Alvidrez – Hymn For The Corner
Hailing from California and now based in Glasgow, Alvidrez is a composer and writer who works at the intersection of faith and defiance. Album Antiphon, coming next month on Memorials of Distinction, is built around their renunciation of American evangelicalism, its mix of folk, ambient and drone both reaching back into the past and presenting an epiphanic present. Lead single and opener ‘Hymn For The Corner’ is the perfect example, its rich yet hazy sound conjuring the softened fog of memory, yet its core holds the immediate sense of bright revelation. The old dogmas might have revealed themselves hollow, but Alvidrez is here to show wonder exists beyond the orthodox.
tired of heaven
tired of chemtrails
signing the papers
for a house in this dark land
no one could tell me
how to sing all my songs
it’s a hymn that will show me
that I’ve got it all wrong
Any Other – If I Don’t Care
Any Other, the recording project of Italian singer-songwriter, multi-instrumentalist and producer Adele Altro, will release their third album stillness, stop: you have a right to remember later this month on 42 Records.
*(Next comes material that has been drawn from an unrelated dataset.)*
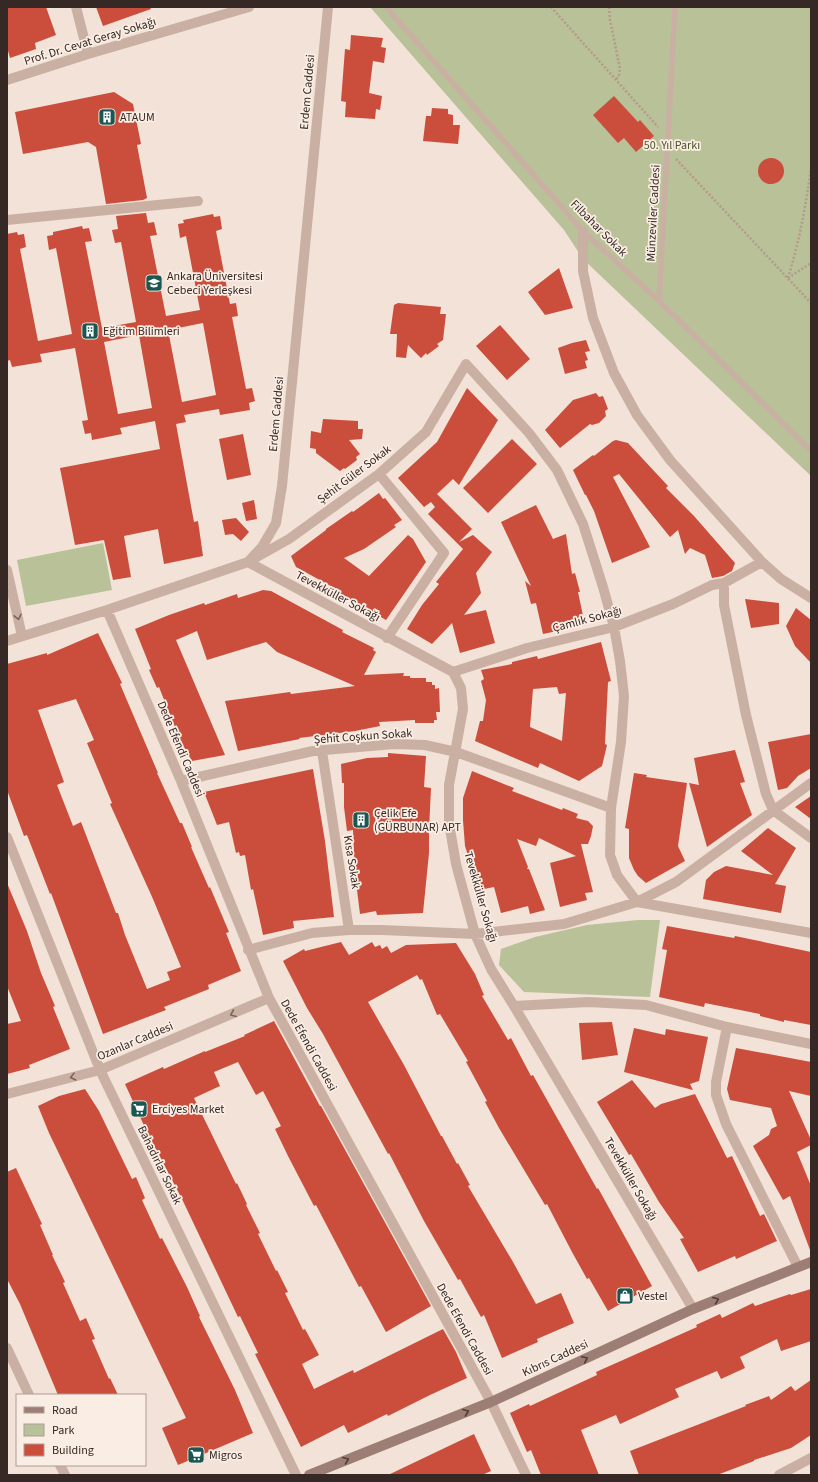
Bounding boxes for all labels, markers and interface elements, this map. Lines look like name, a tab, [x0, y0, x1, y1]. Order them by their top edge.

Latest single ‘If I Don’t Care’ serves an encapsulation of their idiosyncratic sound. “This song is about me learning to let go of things that make me angry,” Altro explains, “both personal and societal stuff. It’s reasonable to be angry about inequalities, but at some point you need to distance yourself from that stuff just a little, otherwise it will impact your mental health in an even more negative way.” But anyone expecting a song full of calm wisdom couldn’t be more wrong, with Altro reaching this newfound understanding via a mixture of frustration, impatience and defiance, all bound together to reach an urgent, building catharsis. Watch the video below, produced by 42 Records and EDERA (Milan) and directed by Giulio Rasi, with art direction by Cecilia Grandi.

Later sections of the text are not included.